ECE 598IS - Fundamental Limits in Data Science (Spring 2022)

Department of Electrical and Computer Engineering
University of Illinois at Urbana-Champaign
Lectures: Tuesday and Thursday, 9:30AM - 10:50AM, location: 4070 ECEB
Instructor: Ilan Shomorony, (Office hour upon request)


  • On 01/27 (second in-person lecture), we will meet in 4070 ECEB.
  • On 01/25 (first in-person lecture), we will meet in 3026 ECEB.
  • Information about scribing can be found here
  • The lectures in the first week (01/18 and 01/20) will be held via Zoom (Zoom info)
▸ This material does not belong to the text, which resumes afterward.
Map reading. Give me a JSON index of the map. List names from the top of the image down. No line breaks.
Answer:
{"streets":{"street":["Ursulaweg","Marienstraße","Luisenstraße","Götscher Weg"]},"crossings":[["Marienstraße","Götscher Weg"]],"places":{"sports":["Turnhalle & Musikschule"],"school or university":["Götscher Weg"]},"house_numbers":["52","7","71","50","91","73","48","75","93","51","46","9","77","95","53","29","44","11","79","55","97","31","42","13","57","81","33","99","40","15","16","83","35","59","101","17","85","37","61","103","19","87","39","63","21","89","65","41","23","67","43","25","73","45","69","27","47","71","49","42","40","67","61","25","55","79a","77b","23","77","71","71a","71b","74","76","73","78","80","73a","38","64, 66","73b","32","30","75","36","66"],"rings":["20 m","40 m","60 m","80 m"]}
This course will expose students to the probabilistic modeling of several data science problems and to the characterization of fundamental performance limits (e.g., scaling laws and information-theoretic feasibility). Students will learn techniques from high-dimensional statistics, information theory, graph theory, and random matrix theory through a combination of standard lectures and reading research papers. The first part of the course will explore the use of information-theoretic tools in high-dimensional statistics. We will then focus on applications in three broad classes of data science problems: clustering, sequence reconstruction and dimensionality reduction. The mathematical models studied will be motivated by specific practical data science problems, particularly from the field of genomics.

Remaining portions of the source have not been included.